Thursday, November 1, 2001, 5:30 pm, Room 134/135

Session: Magnetic Thin Films & Surfaces Poster Session
Presenter: H. van Kempen, University of Nijmegen, The Netherlands
Authors: T. Yamada, University of Nijmegen, The Netherlands
M.M.J. Bischoff, University of Nijmegen, The Netherlands
A.J. Quinn, University of Nijmegen, The Netherlands
T. Mizoguchi, Gakushuin University, Japan
H. van Kempen, University of Nijmegen, The Netherlands
Correspondent: Click to Email
A complicated relationship is usually found between the magnetic configuration of a magnetic thin film, the crystallographic structure and the electronic structure. Mn films on Fe(001) are the ultimate example of a system where all these properties are interwoven.
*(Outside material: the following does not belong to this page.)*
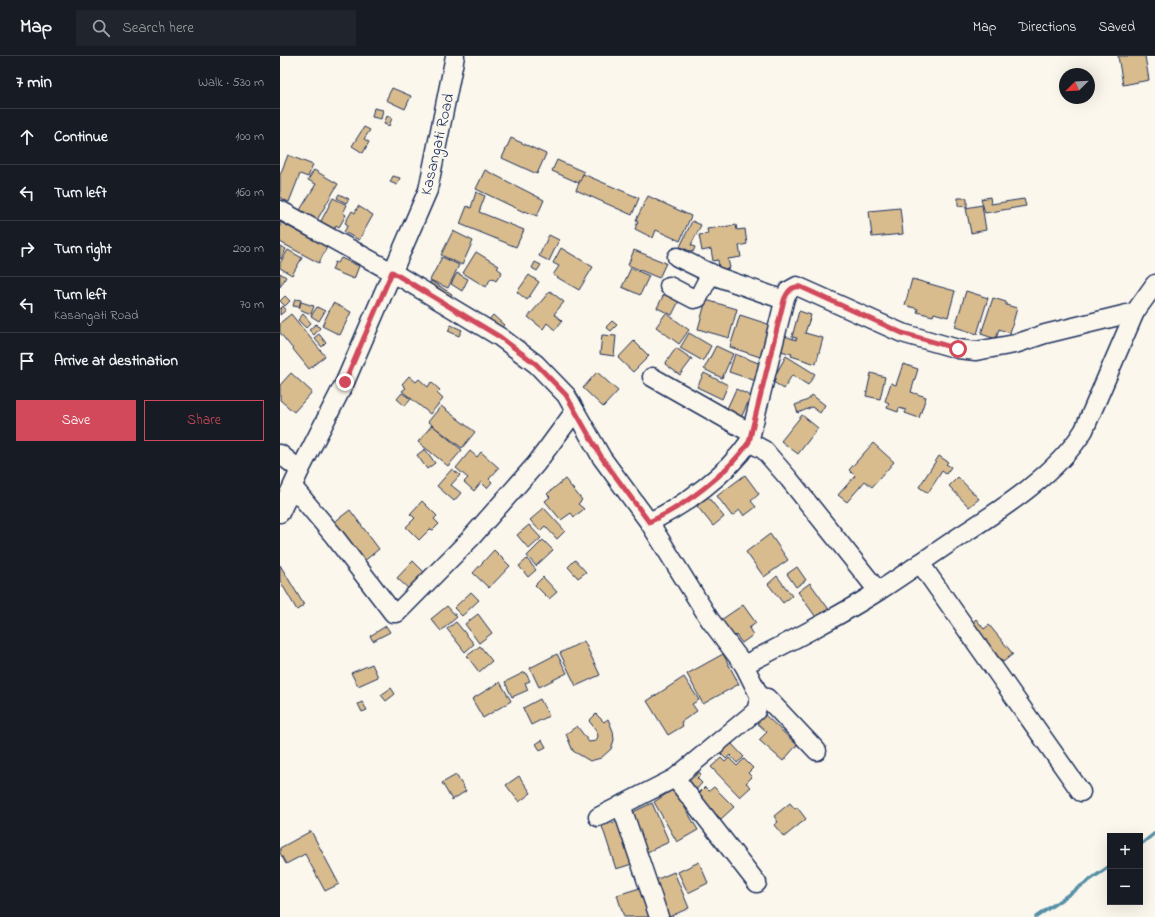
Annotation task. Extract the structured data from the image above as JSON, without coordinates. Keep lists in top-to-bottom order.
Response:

Conflicting results are, e.g., reported on the magnetic properties, which suggest a strong dependence on impurities, intermixing, and growth mode. Scanning tunneling microscopy (STM) is the ideal technique to tackle this problem, since it allows studying both the atomic structure in the conventional constant current mode and the electronic structure in the spectroscopic mode. In this contribution, it will be shown that for deposition of submonolayers at temperature s above 400K, Mn atoms are place exchanged with Fe substrate atoms. Locally a c(2x2) MnFe surface alloy is formed. Spectroscopy measurements will be presented for incorporated Mn atoms, pure Mn islands, and the local c(2x2) MnFe alloy structures which all show characteristic features in the dI/dV spectrum. For growth of thicker Mn films at 400K, intermixed Fe atoms can still be observed until the third layer. Analysis of the step heights gives evidence that the structure relaxes after the second layer. From the fourth layer upon, spectroscopy measurements reveal a feature in the dI/dV spectrum which strength oscillates with layer thickness and therefore seems to be related with the reported antiferromagnetic coupling of the Mn layers. The spin-polarized nature of these surface states can be used to study the surface magnetism on a local scale in spin-polarized tunneling experiments. Experiments with Fe covered tungsten tips will be discussed.